[Records shown]

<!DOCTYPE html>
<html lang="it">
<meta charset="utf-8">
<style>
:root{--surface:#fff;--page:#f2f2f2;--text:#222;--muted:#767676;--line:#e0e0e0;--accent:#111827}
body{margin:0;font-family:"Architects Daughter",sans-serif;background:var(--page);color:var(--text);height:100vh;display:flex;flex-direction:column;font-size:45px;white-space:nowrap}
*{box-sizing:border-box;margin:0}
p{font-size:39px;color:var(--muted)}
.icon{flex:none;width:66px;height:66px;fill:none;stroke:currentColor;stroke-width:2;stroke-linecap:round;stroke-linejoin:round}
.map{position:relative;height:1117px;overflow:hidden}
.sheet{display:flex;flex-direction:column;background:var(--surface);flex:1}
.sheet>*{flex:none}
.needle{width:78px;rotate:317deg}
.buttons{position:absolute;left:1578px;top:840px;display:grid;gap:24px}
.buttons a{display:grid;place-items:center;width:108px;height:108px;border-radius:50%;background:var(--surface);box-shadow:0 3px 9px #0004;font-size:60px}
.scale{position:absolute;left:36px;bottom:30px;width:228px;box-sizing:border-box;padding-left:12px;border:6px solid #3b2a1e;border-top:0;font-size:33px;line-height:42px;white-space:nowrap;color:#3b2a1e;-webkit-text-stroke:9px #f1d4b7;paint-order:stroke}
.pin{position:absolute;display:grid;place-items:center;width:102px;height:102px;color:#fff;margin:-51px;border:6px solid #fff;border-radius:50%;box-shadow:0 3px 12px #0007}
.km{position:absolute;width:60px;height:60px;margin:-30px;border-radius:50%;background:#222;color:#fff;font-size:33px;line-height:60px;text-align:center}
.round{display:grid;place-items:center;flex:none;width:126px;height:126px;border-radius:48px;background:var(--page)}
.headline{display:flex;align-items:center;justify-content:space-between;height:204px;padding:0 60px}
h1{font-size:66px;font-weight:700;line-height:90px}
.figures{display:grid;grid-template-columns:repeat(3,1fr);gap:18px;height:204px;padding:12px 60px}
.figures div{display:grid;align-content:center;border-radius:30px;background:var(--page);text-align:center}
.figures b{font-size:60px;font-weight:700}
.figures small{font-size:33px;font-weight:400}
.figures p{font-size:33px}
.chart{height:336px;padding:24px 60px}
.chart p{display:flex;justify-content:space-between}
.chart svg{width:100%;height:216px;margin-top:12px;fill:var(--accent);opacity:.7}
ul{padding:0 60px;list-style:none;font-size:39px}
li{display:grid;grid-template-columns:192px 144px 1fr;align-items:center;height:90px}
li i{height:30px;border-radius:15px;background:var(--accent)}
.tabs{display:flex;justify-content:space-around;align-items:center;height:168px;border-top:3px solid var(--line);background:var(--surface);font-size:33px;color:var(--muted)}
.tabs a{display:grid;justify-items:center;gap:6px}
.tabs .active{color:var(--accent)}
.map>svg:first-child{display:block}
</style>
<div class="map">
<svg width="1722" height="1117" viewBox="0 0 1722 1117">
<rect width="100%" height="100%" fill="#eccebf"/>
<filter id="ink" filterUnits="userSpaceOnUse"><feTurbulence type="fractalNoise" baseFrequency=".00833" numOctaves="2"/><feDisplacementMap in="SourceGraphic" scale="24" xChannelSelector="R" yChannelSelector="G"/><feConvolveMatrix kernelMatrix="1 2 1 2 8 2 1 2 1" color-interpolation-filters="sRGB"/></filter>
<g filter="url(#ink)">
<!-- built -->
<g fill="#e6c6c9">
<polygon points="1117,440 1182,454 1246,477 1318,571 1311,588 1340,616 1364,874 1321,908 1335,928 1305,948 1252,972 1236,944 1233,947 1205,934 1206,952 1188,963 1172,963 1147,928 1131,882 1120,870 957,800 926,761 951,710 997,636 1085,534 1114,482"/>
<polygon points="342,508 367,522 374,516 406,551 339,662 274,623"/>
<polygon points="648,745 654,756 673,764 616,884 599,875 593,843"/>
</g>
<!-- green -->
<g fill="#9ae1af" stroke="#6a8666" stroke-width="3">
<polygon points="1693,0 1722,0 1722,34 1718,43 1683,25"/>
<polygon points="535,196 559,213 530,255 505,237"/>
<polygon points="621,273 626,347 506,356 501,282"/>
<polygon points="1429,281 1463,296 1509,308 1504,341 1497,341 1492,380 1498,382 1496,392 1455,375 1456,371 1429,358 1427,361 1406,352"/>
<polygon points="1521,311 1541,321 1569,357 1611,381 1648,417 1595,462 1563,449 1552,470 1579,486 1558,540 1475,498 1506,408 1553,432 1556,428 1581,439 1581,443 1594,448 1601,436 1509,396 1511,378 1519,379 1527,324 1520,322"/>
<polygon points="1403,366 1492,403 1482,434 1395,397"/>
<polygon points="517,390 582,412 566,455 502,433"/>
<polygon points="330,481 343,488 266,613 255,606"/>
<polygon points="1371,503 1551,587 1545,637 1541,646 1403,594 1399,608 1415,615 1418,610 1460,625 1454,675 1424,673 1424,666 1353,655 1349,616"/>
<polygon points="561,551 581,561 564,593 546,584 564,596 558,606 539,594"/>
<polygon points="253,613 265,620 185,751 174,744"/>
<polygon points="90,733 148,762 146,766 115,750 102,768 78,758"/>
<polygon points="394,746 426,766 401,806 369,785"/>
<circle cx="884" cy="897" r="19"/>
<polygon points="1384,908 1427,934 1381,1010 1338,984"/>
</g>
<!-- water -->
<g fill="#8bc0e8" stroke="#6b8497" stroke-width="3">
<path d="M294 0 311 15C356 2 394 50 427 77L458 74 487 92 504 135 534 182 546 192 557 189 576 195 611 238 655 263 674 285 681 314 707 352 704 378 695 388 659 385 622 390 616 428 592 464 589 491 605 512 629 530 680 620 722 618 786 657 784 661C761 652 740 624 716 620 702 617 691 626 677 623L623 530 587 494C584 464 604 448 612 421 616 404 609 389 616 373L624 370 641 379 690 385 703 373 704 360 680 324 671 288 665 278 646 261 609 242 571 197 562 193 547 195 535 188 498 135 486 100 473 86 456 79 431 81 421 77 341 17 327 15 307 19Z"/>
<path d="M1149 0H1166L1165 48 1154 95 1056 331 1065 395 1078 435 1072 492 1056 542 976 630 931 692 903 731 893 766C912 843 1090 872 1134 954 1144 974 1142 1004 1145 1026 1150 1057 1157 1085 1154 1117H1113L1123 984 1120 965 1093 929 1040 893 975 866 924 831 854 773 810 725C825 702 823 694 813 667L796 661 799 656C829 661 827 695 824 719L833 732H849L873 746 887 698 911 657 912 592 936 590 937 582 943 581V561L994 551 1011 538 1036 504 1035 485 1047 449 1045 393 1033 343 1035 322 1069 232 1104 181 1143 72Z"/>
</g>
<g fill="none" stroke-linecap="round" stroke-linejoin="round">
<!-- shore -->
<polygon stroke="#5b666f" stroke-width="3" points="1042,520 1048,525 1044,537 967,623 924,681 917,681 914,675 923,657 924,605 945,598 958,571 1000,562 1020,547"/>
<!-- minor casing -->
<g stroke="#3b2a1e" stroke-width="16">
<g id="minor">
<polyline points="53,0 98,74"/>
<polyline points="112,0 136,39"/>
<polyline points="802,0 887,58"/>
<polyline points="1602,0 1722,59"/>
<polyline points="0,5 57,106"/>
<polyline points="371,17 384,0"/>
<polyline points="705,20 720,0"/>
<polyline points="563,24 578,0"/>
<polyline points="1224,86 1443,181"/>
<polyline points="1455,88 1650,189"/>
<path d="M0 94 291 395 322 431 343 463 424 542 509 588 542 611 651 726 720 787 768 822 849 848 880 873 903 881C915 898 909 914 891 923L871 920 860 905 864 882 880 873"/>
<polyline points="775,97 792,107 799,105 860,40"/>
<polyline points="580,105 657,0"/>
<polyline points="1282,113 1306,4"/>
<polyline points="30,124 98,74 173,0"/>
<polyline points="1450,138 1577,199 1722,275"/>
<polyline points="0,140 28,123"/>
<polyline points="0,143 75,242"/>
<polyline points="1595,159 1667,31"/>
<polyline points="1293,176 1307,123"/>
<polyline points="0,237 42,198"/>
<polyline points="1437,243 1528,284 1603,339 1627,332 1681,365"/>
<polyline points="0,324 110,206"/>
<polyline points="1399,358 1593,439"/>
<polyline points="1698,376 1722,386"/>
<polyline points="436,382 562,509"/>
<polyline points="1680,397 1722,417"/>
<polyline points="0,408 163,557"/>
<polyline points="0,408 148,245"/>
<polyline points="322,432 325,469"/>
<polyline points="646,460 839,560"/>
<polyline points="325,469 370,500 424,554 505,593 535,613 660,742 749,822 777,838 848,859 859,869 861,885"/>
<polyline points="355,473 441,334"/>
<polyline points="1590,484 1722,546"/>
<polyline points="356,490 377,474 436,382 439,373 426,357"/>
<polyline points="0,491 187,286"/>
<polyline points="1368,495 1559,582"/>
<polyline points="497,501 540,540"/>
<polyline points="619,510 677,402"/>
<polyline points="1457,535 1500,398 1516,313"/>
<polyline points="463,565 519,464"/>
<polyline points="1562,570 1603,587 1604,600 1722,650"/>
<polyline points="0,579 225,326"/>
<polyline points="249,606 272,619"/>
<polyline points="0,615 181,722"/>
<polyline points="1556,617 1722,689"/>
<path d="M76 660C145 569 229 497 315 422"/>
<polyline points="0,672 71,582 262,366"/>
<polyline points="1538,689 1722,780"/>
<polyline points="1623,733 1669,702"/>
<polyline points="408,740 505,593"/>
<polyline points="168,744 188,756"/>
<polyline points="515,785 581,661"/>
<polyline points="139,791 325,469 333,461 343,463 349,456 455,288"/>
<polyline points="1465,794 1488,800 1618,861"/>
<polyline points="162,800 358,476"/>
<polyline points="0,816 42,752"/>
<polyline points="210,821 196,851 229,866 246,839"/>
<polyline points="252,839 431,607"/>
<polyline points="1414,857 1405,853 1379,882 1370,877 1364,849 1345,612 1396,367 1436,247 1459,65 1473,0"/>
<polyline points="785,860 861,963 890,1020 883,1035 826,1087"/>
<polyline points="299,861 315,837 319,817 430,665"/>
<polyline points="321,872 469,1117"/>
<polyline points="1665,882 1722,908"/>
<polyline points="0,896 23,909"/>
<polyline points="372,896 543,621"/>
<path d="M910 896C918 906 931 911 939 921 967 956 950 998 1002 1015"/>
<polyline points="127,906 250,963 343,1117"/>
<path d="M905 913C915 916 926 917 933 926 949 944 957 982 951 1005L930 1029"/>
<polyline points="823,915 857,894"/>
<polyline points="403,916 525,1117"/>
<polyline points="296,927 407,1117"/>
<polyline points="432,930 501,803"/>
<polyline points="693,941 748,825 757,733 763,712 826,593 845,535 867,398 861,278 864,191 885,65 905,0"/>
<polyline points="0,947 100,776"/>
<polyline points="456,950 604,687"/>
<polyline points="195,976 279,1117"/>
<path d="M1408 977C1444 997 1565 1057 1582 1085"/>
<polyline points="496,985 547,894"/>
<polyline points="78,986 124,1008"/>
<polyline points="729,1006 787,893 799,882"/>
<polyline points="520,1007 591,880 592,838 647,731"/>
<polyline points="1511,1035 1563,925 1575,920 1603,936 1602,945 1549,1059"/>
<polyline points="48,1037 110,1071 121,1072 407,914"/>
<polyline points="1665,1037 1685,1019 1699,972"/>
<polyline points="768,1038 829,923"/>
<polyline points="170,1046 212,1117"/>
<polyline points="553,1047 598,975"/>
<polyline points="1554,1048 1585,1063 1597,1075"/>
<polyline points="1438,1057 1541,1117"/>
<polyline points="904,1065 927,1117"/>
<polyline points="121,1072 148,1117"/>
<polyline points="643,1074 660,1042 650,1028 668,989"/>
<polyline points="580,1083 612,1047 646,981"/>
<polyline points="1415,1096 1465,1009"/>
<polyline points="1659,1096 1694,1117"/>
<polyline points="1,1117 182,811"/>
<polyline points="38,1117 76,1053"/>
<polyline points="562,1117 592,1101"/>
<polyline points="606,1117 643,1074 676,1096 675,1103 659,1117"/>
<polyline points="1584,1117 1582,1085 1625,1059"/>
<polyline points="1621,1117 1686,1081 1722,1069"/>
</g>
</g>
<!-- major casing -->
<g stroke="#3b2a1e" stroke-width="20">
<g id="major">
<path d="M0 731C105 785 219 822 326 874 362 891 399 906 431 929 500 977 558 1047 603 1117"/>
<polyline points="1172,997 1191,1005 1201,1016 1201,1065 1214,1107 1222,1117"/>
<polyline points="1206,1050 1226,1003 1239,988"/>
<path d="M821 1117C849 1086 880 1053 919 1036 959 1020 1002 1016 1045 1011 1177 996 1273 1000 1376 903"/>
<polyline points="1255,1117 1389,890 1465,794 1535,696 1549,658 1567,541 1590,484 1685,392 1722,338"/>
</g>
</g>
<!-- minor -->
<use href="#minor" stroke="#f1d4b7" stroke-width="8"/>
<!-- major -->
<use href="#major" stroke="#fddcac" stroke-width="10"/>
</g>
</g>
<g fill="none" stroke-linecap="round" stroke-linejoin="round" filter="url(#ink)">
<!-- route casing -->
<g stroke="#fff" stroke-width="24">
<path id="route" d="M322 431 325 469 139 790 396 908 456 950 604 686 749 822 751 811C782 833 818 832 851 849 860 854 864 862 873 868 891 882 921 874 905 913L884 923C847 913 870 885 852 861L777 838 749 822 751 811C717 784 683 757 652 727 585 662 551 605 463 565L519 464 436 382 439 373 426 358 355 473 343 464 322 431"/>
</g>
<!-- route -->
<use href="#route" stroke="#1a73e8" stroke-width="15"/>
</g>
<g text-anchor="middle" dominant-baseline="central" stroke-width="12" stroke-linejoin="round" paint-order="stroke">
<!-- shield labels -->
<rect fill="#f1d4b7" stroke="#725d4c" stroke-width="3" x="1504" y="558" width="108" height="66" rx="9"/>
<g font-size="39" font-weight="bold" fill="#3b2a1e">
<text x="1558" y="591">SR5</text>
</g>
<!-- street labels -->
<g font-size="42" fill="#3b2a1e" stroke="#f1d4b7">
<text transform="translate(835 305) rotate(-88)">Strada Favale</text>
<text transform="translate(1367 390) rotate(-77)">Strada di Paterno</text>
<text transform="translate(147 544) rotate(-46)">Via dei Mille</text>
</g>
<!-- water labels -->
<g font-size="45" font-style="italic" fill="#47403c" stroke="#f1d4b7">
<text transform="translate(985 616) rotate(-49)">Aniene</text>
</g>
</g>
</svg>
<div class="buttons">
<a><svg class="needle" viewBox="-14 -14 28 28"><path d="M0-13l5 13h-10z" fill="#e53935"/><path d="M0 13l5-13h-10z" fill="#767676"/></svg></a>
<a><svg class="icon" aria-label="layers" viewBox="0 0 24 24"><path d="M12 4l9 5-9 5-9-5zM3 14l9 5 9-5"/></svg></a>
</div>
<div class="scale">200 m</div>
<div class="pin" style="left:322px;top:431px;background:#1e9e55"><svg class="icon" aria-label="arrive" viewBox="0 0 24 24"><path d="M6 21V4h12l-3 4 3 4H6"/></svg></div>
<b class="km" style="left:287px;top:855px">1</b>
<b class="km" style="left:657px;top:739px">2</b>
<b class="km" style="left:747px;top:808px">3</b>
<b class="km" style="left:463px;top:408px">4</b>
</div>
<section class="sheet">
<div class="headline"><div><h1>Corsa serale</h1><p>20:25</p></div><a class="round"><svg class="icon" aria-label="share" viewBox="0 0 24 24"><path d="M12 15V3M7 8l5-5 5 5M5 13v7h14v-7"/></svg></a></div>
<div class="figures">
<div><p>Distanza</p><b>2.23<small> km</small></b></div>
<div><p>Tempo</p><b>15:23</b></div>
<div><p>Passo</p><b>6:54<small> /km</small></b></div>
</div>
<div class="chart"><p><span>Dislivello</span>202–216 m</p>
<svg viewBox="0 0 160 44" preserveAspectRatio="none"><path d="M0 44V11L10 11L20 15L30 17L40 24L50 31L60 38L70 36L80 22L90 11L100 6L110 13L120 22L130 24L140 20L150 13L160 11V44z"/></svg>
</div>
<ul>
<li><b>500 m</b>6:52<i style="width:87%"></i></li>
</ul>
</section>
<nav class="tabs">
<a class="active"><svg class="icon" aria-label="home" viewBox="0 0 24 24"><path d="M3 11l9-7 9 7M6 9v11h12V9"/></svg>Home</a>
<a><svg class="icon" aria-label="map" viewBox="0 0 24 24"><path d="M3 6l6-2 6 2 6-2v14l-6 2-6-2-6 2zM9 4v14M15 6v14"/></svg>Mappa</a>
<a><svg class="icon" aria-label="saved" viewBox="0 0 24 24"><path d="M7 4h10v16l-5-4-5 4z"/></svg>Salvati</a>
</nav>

[/Records shown]

#### Task details
The response consists of the lines above that contain "translate".

#### Answer to the exercise
<text transform="translate(835 305) rotate(-88)">Strada Favale</text>
<text transform="translate(1367 390) rotate(-77)">Strada di Paterno</text>
<text transform="translate(147 544) rotate(-46)">Via dei Mille</text>
<text transform="translate(985 616) rotate(-49)">Aniene</text>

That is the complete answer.